(Your objective) Only lines with the string "align" should be returned from the data below.

(Data)
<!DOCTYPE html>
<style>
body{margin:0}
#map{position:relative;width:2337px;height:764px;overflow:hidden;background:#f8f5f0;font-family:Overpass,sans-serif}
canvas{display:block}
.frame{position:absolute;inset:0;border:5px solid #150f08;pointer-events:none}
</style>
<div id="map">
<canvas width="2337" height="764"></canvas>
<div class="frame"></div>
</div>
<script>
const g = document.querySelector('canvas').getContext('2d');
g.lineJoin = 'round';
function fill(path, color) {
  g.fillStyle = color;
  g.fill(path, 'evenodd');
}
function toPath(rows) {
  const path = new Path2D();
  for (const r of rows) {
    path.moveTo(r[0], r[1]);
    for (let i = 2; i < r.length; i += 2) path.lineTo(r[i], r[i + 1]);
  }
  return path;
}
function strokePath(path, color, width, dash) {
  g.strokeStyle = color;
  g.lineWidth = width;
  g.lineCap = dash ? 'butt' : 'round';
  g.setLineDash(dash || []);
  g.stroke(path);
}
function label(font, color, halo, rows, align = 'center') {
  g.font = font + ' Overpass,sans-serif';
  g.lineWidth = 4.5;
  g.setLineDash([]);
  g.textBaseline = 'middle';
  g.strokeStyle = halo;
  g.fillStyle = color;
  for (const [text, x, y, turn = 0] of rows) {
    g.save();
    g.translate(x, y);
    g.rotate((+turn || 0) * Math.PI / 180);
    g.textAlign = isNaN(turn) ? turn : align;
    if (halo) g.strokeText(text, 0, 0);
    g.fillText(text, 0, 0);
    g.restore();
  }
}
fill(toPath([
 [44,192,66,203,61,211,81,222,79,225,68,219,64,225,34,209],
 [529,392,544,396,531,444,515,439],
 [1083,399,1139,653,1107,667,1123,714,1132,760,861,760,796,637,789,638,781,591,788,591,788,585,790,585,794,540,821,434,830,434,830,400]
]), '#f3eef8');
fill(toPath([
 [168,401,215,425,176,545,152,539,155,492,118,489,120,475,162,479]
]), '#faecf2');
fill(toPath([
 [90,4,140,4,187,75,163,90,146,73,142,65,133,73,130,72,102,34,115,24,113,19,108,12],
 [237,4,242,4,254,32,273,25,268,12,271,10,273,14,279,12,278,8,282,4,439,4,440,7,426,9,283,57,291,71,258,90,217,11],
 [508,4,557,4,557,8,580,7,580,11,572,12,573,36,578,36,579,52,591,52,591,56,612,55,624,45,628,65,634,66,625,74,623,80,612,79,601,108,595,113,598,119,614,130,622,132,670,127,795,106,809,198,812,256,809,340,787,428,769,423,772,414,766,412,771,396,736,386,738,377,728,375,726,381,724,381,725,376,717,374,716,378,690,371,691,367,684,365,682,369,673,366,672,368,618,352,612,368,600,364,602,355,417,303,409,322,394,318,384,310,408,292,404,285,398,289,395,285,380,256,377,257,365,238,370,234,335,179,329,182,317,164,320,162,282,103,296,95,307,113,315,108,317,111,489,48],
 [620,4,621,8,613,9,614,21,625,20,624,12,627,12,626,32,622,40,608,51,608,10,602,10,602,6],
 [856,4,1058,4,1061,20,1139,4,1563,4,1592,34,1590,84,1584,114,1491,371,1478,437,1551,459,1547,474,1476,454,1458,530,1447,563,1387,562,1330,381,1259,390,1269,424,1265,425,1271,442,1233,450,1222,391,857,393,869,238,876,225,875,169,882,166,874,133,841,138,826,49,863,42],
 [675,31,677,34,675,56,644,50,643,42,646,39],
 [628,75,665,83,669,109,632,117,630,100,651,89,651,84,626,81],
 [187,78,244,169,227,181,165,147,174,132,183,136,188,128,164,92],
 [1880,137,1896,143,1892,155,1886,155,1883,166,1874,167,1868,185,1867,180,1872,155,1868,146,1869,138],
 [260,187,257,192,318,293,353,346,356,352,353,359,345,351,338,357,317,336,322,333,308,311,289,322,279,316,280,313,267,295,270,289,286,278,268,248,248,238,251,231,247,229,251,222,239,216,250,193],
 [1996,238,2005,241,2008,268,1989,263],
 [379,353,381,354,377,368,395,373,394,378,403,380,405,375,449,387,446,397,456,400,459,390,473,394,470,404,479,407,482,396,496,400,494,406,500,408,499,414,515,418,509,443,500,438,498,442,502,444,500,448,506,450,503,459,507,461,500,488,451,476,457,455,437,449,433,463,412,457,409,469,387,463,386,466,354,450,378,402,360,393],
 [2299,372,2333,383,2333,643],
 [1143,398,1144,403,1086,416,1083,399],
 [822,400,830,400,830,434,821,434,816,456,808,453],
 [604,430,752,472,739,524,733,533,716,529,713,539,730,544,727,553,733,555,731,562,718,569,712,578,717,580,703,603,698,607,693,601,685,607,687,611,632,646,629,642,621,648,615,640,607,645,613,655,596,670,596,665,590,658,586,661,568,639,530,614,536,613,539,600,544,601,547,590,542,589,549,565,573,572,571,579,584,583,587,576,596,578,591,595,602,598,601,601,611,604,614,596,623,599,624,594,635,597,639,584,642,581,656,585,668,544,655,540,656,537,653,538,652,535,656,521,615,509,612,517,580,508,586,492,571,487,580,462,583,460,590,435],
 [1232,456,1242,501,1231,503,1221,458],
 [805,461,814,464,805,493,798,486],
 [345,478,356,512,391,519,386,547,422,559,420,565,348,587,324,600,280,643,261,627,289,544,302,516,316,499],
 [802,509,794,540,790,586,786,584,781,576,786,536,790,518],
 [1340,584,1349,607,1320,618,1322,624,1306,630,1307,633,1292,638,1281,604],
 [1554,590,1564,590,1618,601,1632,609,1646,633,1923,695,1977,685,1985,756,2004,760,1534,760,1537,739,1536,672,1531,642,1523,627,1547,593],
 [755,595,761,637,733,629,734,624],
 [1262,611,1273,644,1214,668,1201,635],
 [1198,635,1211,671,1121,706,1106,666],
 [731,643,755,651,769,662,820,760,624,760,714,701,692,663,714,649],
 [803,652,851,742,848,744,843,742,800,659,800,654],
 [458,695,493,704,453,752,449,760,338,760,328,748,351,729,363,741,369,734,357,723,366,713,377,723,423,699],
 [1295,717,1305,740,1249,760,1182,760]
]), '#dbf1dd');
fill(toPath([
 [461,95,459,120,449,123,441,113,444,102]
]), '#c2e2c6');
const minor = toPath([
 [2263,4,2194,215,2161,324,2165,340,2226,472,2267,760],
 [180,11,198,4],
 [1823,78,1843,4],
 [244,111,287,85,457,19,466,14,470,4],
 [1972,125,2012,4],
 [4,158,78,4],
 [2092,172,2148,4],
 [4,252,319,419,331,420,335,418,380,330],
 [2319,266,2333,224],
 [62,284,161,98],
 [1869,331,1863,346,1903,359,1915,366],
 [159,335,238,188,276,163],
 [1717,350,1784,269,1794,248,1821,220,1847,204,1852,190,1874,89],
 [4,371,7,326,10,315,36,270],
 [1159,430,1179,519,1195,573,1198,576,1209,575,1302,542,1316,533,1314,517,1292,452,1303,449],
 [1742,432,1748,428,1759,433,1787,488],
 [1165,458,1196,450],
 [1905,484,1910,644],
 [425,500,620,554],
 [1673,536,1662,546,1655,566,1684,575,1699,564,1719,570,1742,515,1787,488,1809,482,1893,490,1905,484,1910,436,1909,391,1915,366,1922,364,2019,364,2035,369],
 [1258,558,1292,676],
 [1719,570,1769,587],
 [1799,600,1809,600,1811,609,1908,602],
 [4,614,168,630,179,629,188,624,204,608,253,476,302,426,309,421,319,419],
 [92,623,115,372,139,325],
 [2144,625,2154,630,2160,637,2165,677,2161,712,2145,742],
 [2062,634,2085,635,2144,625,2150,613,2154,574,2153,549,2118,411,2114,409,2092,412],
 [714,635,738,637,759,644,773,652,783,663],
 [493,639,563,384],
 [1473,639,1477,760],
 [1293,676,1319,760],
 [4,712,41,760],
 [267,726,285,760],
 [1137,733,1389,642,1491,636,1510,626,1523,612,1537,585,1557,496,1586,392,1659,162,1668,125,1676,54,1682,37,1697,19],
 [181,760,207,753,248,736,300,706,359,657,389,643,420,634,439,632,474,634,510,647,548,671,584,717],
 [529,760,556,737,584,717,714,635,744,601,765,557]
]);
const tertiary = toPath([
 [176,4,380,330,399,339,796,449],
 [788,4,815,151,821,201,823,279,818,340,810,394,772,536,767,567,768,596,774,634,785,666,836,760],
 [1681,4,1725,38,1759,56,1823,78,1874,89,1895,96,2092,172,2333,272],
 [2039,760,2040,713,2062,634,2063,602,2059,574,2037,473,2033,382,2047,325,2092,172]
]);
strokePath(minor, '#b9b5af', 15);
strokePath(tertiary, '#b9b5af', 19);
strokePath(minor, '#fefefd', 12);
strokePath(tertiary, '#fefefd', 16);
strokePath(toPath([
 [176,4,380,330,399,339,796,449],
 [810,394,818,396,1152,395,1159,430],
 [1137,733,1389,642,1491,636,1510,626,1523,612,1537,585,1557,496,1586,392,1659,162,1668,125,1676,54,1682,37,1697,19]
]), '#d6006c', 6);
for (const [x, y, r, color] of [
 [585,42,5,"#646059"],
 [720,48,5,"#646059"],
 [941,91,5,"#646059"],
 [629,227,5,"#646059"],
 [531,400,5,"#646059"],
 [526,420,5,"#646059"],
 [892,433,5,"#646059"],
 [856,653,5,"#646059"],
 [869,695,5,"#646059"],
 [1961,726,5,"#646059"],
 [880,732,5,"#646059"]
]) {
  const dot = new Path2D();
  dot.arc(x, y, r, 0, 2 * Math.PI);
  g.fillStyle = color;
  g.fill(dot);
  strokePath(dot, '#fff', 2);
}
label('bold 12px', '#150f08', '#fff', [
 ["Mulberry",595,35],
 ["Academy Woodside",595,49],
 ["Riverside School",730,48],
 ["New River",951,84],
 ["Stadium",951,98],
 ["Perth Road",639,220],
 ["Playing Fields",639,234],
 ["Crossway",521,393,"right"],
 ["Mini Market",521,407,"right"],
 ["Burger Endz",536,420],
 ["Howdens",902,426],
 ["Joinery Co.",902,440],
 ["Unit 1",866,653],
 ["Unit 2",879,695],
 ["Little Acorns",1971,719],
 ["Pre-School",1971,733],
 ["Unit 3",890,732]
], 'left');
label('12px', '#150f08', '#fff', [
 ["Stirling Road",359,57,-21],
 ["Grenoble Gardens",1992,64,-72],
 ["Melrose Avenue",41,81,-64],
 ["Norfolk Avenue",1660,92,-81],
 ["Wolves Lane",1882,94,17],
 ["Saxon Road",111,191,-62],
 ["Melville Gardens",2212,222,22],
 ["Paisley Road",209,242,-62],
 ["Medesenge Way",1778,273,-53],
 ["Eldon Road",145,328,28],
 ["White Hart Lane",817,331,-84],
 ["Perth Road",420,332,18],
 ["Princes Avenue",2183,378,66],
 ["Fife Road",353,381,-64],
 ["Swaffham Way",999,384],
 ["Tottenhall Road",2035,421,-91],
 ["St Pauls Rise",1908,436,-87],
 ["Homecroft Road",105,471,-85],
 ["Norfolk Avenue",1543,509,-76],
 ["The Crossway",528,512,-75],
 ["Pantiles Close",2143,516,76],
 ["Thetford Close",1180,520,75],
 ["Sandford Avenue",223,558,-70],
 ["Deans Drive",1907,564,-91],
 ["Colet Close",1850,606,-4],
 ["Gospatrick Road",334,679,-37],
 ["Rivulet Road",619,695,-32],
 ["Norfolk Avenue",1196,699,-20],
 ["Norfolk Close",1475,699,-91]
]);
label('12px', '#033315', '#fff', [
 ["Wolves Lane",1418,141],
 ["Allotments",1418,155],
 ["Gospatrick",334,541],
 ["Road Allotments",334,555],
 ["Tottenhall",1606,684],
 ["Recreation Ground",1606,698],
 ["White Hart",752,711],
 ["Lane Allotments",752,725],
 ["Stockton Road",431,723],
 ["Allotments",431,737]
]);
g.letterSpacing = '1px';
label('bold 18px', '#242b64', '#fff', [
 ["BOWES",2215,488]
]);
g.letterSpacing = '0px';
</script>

(Solution to the exercise)
function label(font, color, halo, rows, align = 'center') {
    g.textAlign = isNaN(turn) ? turn : align;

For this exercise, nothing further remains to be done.